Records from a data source
§ §

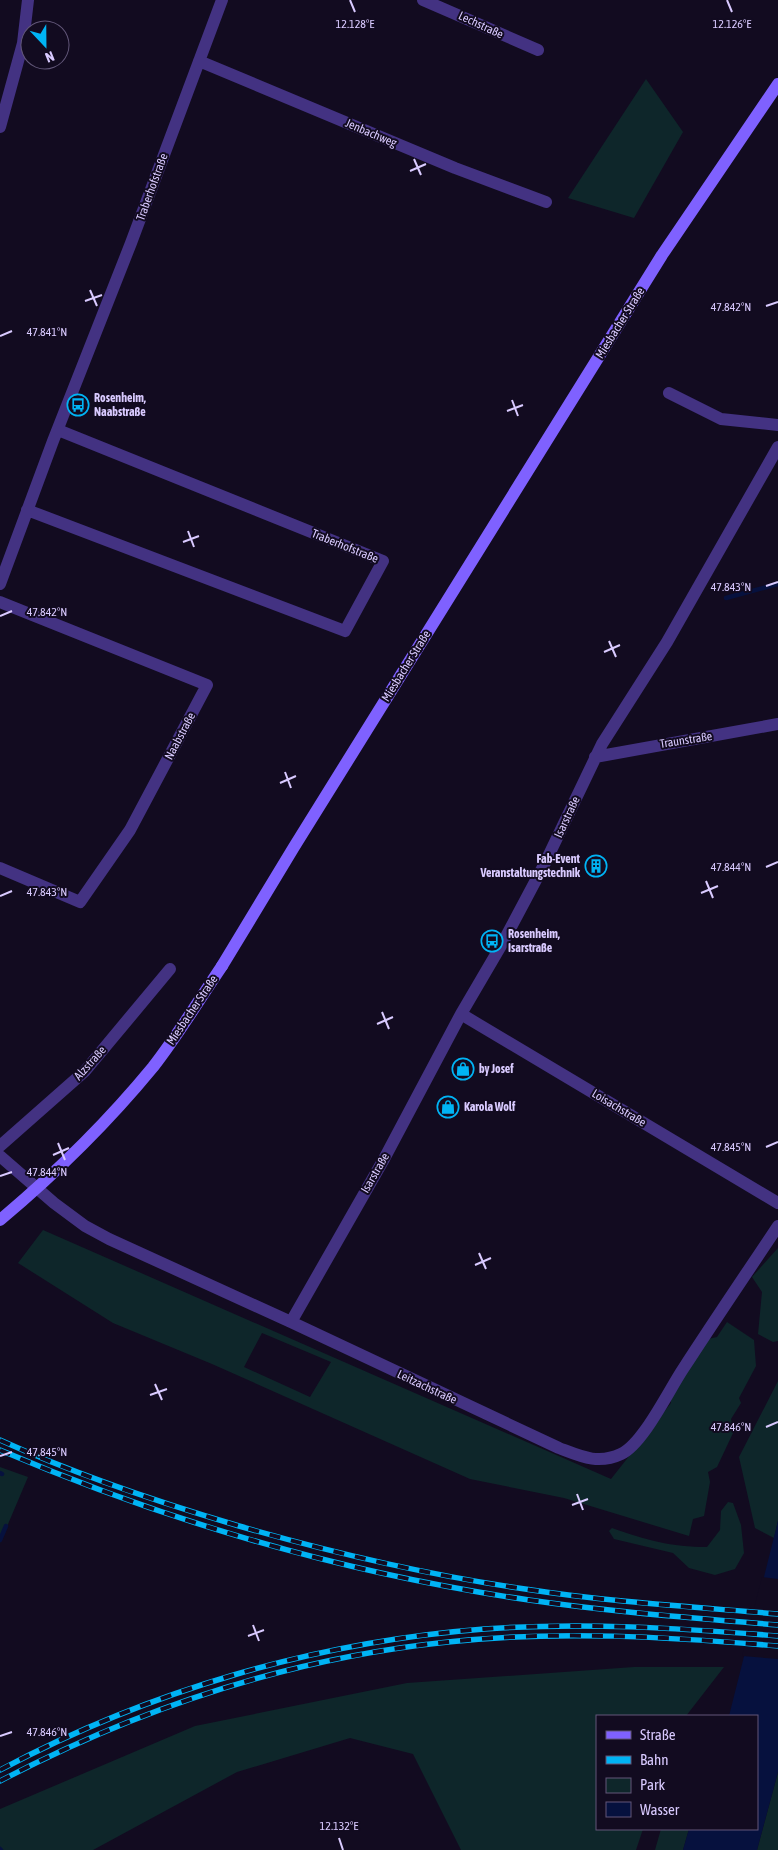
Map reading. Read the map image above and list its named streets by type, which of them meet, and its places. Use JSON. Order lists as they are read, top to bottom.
{
  "streets": {
    "main road": ["Miesbacher Straße"],
    "street": [
      "Lechstraße",
      "Jenbachweg",
      "Traberhofstraße",
      "Naabstraße",
      "Traunstraße",
      "Isarstraße",
      "Alzstraße",
      "Loisachstraße",
      "Leitzachstraße"
    ]
  },
  "crossings": [
    ["Jenbachweg", "Traberhofstraße"],
    ["Traunstraße", "Isarstraße"],
    ["Isarstraße", "Loisachstraße"],
    ["Isarstraße", "Leitzachstraße"]
  ],
  "places": {
    "bus stop": ["Rosenheim, Naabstraße", "Rosenheim, Isarstraße"],
    "building": ["Fab-Event Veranstaltungstechnik"],
    "shop": ["by Josef", "Karola Wolf"]
  },
  "legend": [
    "Straße",
    "Bahn",
    "Park",
    "Wasser"
  ],
  "north": "bottom",
  "coordinates": [
    "12.128°E",
    "12.126°E",
    "47.842°N",
    "47.841°N",
    "47.843°N",
    "47.844°N",
    "47.845°N",
    "47.846°N",
    "12.132°E"
  ]
}
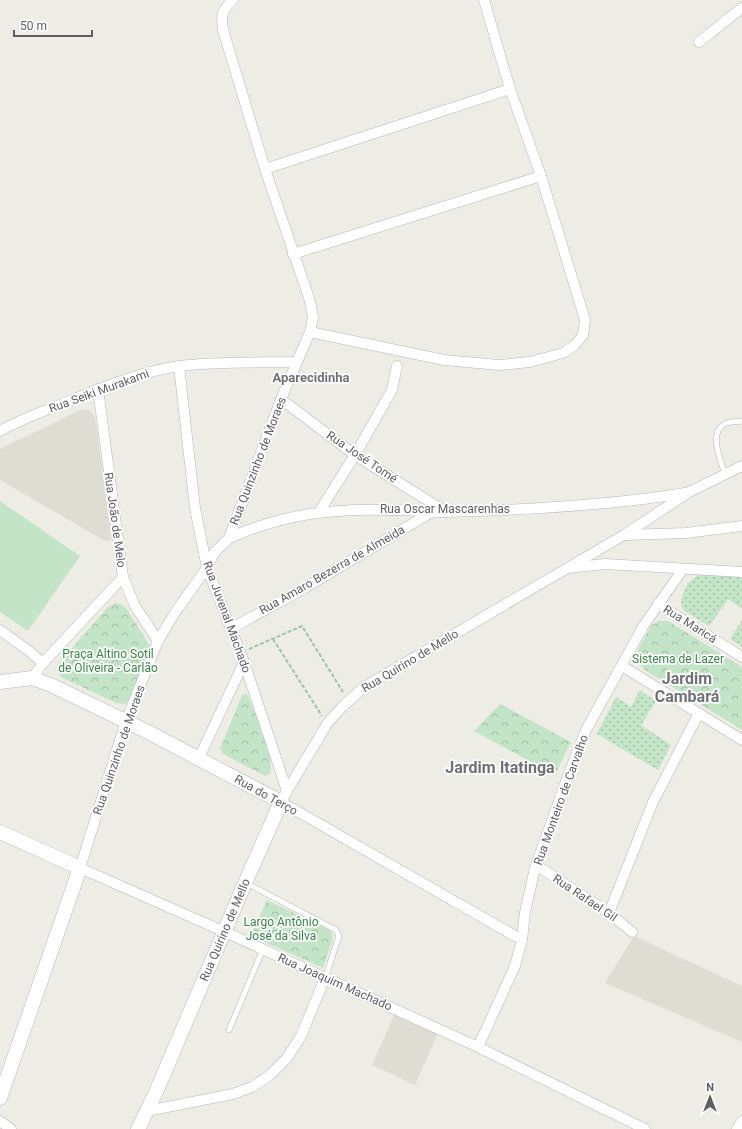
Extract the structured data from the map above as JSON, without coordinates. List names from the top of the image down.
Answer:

§ §

• **To do**
Print each record as it appears above, dropping every picture from the copy.

• **Task response**
Map reading. Read the map image above and list its named streets by type, which of them meet, and its places. Use JSON. Order lists as they are read, top to bottom.
{
  "streets": {
    "main road": ["Miesbacher Straße"],
    "street": [
      "Lechstraße",
      "Jenbachweg",
      "Traberhofstraße",
      "Naabstraße",
      "Traunstraße",
      "Isarstraße",
      "Alzstraße",
      "Loisachstraße",
      "Leitzachstraße"
    ]
  },
  "crossings": [
    ["Jenbachweg", "Traberhofstraße"],
    ["Traunstraße", "Isarstraße"],
    ["Isarstraße", "Loisachstraße"],
    ["Isarstraße", "Leitzachstraße"]
  ],
  "places": {
    "bus stop": ["Rosenheim, Naabstraße", "Rosenheim, Isarstraße"],
    "building": ["Fab-Event Veranstaltungstechnik"],
    "shop": ["by Josef", "Karola Wolf"]
  },
  "legend": [
    "Straße",
    "Bahn",
    "Park",
    "Wasser"
  ],
  "north": "bottom",
  "coordinates": [
    "12.128°E",
    "12.126°E",
    "47.842°N",
    "47.841°N",
    "47.843°N",
    "47.844°N",
    "47.845°N",
    "47.846°N",
    "12.132°E"
  ]
}
Extract the structured data from the map above as JSON, without coordinates. List names from the top of the image down.
Answer:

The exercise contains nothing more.